Print the following entries without any change.
** Exercise input follows **
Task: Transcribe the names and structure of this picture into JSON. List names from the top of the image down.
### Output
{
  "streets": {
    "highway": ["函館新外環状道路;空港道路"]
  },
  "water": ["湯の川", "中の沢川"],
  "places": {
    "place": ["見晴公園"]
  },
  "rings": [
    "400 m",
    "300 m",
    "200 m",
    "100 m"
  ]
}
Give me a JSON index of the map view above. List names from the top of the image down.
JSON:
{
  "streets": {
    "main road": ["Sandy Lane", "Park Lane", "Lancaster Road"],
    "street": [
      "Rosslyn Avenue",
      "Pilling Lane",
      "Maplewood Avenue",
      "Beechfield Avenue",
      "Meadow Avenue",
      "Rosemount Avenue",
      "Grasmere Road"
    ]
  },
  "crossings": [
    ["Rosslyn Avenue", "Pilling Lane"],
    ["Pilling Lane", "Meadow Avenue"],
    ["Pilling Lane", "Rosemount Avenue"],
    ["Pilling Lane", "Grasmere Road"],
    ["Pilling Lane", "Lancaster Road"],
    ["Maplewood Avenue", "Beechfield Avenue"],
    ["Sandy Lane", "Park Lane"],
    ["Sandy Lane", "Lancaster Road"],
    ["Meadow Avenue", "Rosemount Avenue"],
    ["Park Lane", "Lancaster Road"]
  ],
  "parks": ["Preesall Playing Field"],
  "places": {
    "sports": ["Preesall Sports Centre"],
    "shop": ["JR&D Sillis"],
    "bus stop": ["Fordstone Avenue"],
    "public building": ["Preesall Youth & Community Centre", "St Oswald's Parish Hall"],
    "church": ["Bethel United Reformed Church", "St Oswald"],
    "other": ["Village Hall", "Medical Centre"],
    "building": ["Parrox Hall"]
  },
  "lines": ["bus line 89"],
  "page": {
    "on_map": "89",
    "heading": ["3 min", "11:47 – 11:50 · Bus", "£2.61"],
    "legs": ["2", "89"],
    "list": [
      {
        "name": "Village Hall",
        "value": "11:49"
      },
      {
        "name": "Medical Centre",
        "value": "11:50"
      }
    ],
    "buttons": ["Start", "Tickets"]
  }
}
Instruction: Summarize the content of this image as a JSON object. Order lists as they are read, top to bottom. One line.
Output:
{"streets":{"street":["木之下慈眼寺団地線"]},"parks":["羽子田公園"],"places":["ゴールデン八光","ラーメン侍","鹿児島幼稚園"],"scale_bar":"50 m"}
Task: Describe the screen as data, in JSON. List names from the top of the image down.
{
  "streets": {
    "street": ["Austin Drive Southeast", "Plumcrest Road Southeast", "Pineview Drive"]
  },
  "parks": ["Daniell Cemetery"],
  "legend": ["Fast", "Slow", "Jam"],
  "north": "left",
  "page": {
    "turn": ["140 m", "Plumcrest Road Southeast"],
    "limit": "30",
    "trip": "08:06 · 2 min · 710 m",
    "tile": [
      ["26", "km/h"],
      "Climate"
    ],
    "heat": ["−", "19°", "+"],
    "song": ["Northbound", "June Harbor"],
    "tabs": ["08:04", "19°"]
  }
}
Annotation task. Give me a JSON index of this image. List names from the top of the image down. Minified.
** End of Exercise input **
### Expected output
Task: Transcribe the names and structure of this picture into JSON. List names from the top of the image down.
### Output
{
  "streets": {
    "highway": ["函館新外環状道路;空港道路"]
  },
  "water": ["湯の川", "中の沢川"],
  "places": {
    "place": ["見晴公園"]
  },
  "rings": [
    "400 m",
    "300 m",
    "200 m",
    "100 m"
  ]
}
Give me a JSON index of the map view above. List names from the top of the image down.
JSON:
{
  "streets": {
    "main road": ["Sandy Lane", "Park Lane", "Lancaster Road"],
    "street": [
      "Rosslyn Avenue",
      "Pilling Lane",
      "Maplewood Avenue",
      "Beechfield Avenue",
      "Meadow Avenue",
      "Rosemount Avenue",
      "Grasmere Road"
    ]
  },
  "crossings": [
    ["Rosslyn Avenue", "Pilling Lane"],
    ["Pilling Lane", "Meadow Avenue"],
    ["Pilling Lane", "Rosemount Avenue"],
    ["Pilling Lane", "Grasmere Road"],
    ["Pilling Lane", "Lancaster Road"],
    ["Maplewood Avenue", "Beechfield Avenue"],
    ["Sandy Lane", "Park Lane"],
    ["Sandy Lane", "Lancaster Road"],
    ["Meadow Avenue", "Rosemount Avenue"],
    ["Park Lane", "Lancaster Road"]
  ],
  "parks": ["Preesall Playing Field"],
  "places": {
    "sports": ["Preesall Sports Centre"],
    "shop": ["JR&D Sillis"],
    "bus stop": ["Fordstone Avenue"],
    "public building": ["Preesall Youth & Community Centre", "St Oswald's Parish Hall"],
    "church": ["Bethel United Reformed Church", "St Oswald"],
    "other": ["Village Hall", "Medical Centre"],
    "building": ["Parrox Hall"]
  },
  "lines": ["bus line 89"],
  "page": {
    "on_map": "89",
    "heading": ["3 min", "11:47 – 11:50 · Bus", "£2.61"],
    "legs": ["2", "89"],
    "list": [
      {
        "name": "Village Hall",
        "value": "11:49"
      },
      {
        "name": "Medical Centre",
        "value": "11:50"
      }
    ],
    "buttons": ["Start", "Tickets"]
  }
}
Instruction: Summarize the content of this image as a JSON object. Order lists as they are read, top to bottom. One line.
Output:
{"streets":{"street":["木之下慈眼寺団地線"]},"parks":["羽子田公園"],"places":["ゴールデン八光","ラーメン侍","鹿児島幼稚園"],"scale_bar":"50 m"}
Task: Describe the screen as data, in JSON. List names from the top of the image down.
{
  "streets": {
    "street": ["Austin Drive Southeast", "Plumcrest Road Southeast", "Pineview Drive"]
  },
  "parks": ["Daniell Cemetery"],
  "legend": ["Fast", "Slow", "Jam"],
  "north": "left",
  "page": {
    "turn": ["140 m", "Plumcrest Road Southeast"],
    "limit": "30",
    "trip": "08:06 · 2 min · 710 m",
    "tile": [
      ["26", "km/h"],
      "Climate"
    ],
    "heat": ["−", "19°", "+"],
    "song": ["Northbound", "June Harbor"],
    "tabs": ["08:04", "19°"]
  }
}
Annotation task. Give me a JSON index of this image. List names from the top of the image down. Minified.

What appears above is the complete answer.